DATA:
= = = = =

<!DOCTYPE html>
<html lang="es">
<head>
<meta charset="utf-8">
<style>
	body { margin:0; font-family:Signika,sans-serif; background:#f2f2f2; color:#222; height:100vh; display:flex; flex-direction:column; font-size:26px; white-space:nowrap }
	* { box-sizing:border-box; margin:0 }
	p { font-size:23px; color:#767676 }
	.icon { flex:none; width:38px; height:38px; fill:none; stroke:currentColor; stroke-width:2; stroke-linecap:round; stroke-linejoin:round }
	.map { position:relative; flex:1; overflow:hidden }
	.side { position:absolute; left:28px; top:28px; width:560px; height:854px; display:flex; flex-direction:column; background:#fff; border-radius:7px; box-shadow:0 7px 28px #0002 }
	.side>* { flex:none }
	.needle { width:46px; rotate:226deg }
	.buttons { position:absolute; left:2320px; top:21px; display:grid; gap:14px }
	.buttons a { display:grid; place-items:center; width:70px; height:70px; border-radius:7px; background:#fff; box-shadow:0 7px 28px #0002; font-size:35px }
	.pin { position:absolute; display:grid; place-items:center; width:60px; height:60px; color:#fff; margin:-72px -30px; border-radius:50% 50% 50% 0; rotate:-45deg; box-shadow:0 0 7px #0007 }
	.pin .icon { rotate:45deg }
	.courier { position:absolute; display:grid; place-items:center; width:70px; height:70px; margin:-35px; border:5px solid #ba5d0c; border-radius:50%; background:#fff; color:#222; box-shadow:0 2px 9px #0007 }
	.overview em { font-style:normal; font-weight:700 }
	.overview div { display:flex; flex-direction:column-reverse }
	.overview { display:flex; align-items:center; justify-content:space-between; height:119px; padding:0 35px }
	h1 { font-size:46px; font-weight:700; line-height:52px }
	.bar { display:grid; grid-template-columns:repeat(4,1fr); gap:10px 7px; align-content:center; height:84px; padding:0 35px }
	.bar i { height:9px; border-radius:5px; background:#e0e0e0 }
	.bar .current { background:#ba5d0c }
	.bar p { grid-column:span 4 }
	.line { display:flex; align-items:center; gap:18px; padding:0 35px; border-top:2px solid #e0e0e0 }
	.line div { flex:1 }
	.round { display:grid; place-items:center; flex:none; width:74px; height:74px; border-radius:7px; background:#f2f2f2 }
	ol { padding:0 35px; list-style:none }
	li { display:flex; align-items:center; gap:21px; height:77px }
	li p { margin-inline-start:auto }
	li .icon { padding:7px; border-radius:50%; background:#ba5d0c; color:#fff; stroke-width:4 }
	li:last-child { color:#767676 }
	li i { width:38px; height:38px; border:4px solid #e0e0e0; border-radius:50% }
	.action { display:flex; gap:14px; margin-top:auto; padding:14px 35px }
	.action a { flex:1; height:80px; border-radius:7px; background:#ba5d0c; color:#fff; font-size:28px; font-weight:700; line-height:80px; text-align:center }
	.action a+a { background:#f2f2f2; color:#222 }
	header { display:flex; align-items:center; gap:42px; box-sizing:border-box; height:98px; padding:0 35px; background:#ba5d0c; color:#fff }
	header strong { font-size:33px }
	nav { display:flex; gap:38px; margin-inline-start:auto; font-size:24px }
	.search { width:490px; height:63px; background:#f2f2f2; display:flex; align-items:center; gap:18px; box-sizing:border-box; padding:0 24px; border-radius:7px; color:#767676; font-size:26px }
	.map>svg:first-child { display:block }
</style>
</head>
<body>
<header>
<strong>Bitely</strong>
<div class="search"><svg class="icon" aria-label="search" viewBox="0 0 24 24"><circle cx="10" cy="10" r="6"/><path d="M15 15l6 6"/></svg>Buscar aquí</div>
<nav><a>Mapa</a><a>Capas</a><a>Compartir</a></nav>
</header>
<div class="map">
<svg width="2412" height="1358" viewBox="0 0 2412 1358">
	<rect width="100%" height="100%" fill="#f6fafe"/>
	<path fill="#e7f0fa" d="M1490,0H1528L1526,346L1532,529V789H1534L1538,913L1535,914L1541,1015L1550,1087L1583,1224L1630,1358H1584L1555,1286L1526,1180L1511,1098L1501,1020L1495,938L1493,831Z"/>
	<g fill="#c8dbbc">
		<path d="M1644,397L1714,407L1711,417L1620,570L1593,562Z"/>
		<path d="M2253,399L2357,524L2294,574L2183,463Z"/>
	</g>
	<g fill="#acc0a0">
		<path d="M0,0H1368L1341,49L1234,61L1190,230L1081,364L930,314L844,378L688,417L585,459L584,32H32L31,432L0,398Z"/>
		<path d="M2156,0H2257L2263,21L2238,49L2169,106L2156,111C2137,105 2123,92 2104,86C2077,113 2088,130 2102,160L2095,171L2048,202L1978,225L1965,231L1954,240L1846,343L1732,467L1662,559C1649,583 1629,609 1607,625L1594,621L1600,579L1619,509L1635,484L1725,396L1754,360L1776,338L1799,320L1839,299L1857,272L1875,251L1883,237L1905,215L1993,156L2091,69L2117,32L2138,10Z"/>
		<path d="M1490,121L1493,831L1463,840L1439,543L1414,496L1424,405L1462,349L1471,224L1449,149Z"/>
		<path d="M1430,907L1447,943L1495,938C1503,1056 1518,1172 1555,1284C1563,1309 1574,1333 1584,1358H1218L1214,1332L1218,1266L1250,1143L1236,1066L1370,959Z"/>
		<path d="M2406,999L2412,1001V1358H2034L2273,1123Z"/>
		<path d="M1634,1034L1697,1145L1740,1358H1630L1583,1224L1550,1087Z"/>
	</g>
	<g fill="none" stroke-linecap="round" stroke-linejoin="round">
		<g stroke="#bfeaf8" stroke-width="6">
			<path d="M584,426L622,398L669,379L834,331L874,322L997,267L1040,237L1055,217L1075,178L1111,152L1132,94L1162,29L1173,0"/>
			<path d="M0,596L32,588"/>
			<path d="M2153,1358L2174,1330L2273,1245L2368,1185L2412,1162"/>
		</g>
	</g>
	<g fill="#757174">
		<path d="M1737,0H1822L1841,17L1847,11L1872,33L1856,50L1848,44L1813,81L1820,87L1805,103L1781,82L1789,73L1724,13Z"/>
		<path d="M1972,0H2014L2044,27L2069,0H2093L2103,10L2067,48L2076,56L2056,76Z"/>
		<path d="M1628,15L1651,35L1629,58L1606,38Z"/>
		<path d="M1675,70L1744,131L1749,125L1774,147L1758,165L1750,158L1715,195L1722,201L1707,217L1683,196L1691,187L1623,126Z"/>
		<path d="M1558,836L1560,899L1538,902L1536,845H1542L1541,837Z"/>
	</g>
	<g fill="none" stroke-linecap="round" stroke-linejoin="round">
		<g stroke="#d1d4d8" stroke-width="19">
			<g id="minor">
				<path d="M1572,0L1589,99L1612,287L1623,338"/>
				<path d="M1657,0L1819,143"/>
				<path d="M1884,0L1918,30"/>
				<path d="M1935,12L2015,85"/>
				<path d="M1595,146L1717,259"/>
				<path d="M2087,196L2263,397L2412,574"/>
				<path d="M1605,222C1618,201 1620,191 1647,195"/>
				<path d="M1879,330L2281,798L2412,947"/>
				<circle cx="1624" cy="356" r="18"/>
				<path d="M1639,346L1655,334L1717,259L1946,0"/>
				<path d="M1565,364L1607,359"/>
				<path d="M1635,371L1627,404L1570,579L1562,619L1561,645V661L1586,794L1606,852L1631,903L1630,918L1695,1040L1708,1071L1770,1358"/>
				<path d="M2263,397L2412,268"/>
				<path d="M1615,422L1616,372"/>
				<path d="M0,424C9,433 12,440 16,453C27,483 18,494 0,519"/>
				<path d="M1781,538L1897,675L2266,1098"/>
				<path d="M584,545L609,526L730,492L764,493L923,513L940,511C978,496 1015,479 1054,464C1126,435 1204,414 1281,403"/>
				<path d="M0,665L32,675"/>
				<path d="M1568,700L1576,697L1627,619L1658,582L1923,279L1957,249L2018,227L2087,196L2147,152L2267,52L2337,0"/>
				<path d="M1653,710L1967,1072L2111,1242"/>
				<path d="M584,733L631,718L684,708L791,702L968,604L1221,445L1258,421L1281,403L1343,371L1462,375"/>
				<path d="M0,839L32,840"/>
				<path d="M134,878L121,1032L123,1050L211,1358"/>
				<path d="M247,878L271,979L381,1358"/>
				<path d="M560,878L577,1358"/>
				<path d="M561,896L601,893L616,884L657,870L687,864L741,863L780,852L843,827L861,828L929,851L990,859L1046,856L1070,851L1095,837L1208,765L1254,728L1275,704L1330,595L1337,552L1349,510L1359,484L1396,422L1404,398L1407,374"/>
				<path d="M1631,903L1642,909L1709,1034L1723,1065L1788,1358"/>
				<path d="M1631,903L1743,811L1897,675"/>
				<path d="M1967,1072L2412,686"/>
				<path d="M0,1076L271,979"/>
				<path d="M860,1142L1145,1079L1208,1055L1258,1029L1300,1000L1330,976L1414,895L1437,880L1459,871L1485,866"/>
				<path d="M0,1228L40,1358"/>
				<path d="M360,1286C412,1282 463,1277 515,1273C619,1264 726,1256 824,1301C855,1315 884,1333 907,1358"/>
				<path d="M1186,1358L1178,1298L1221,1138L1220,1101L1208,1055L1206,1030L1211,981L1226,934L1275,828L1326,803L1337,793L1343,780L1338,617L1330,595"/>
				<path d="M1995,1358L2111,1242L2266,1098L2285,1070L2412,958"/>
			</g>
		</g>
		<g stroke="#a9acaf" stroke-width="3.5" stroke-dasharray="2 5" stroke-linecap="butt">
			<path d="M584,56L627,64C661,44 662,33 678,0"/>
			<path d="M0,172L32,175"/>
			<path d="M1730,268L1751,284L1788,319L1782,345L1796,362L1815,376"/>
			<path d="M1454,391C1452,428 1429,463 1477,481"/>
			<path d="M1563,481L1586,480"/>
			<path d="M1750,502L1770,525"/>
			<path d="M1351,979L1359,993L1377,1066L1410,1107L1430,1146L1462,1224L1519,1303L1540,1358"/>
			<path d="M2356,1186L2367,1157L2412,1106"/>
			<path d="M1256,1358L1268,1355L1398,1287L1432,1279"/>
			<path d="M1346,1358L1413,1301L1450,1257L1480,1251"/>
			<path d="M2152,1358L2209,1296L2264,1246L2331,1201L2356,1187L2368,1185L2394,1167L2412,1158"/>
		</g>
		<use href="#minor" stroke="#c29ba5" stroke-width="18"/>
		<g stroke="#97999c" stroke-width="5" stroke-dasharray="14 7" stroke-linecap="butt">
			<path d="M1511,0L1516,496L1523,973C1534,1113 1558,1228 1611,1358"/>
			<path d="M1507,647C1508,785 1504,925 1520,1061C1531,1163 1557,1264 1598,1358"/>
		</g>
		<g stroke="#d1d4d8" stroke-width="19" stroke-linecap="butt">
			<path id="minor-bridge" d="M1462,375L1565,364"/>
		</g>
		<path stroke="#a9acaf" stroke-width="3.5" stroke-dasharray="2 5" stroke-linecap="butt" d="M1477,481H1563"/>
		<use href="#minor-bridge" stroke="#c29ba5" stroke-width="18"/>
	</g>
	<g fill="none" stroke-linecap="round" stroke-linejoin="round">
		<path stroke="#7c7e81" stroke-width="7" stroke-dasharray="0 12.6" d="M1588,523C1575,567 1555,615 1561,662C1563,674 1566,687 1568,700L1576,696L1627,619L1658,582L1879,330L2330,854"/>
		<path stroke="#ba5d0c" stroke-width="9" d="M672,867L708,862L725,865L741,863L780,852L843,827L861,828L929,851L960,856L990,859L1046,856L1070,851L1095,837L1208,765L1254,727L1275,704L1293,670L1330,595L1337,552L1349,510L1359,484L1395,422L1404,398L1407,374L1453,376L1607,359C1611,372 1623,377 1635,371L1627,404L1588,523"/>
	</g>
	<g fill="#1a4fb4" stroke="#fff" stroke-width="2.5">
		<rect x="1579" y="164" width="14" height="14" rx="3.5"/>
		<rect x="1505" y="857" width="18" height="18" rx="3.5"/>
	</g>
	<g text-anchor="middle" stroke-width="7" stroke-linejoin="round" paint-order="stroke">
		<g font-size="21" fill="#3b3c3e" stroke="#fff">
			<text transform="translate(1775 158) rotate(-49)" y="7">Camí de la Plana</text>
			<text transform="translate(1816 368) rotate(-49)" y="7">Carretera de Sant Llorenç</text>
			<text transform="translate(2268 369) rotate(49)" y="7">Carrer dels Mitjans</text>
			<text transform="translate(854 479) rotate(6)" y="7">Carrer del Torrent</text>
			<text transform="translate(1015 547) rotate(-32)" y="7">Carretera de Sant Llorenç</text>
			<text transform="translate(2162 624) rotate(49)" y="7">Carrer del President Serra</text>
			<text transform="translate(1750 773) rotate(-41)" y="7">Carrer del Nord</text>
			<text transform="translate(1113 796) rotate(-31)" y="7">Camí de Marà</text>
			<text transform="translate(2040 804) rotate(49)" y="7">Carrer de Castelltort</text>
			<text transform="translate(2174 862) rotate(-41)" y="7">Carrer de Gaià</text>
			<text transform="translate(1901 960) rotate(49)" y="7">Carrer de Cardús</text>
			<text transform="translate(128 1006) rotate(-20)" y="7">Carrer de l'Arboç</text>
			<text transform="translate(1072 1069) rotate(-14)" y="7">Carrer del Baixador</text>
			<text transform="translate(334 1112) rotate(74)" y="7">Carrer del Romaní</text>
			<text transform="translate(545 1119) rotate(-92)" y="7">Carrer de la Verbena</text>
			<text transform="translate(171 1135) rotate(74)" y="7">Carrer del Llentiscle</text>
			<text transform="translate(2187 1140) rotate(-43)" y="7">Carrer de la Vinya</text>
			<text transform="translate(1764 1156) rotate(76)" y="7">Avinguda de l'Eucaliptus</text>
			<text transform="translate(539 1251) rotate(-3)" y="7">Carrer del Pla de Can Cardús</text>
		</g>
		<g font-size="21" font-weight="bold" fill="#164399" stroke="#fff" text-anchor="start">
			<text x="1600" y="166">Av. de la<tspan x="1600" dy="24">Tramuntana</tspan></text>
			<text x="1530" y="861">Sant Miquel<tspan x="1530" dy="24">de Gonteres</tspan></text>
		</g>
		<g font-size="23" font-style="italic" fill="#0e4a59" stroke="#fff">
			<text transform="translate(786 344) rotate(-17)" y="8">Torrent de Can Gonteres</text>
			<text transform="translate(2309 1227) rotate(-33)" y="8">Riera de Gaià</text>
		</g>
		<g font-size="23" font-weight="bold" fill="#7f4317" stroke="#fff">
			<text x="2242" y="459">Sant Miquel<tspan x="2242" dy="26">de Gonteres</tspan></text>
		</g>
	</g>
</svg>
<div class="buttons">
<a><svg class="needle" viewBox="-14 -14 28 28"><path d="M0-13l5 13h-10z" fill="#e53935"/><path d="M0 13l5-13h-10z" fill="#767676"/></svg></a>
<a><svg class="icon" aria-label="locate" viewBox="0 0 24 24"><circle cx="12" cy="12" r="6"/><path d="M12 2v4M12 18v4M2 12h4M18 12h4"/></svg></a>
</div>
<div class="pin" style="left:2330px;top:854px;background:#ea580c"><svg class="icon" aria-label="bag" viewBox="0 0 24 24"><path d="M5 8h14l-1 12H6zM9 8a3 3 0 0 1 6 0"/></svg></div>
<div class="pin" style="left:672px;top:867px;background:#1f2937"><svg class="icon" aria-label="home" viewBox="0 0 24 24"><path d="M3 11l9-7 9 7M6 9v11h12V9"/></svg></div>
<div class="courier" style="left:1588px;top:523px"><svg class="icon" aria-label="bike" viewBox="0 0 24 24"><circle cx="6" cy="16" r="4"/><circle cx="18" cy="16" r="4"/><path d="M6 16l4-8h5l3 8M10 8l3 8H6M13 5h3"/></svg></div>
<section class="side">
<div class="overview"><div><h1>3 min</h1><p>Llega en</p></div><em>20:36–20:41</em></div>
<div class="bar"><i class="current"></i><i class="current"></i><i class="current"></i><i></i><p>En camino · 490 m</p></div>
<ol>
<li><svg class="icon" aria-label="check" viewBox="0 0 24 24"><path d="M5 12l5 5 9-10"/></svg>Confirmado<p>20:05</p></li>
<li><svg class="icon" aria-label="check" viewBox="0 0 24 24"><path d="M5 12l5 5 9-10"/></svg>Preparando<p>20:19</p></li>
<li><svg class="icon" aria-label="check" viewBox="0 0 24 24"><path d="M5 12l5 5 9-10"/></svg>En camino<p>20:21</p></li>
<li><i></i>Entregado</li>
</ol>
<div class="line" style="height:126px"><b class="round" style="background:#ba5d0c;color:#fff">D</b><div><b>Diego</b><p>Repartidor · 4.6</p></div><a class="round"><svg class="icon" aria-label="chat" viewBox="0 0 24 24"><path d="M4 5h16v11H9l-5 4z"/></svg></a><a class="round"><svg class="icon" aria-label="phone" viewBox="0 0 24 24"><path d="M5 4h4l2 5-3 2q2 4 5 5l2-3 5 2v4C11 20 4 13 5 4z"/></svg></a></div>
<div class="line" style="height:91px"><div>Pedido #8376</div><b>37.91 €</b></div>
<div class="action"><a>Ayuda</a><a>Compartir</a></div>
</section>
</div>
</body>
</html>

= = = = =

EXERCISE REQUIREMENTS:
Report each line of the listing above that uses the word "tspan".

EXERCISE RESPONSE:
			<text x="1600" y="166">Av. de la<tspan x="1600" dy="24">Tramuntana</tspan></text>
			<text x="1530" y="861">Sant Miquel<tspan x="1530" dy="24">de Gonteres</tspan></text>
			<text x="2242" y="459">Sant Miquel<tspan x="2242" dy="26">de Gonteres</tspan></text>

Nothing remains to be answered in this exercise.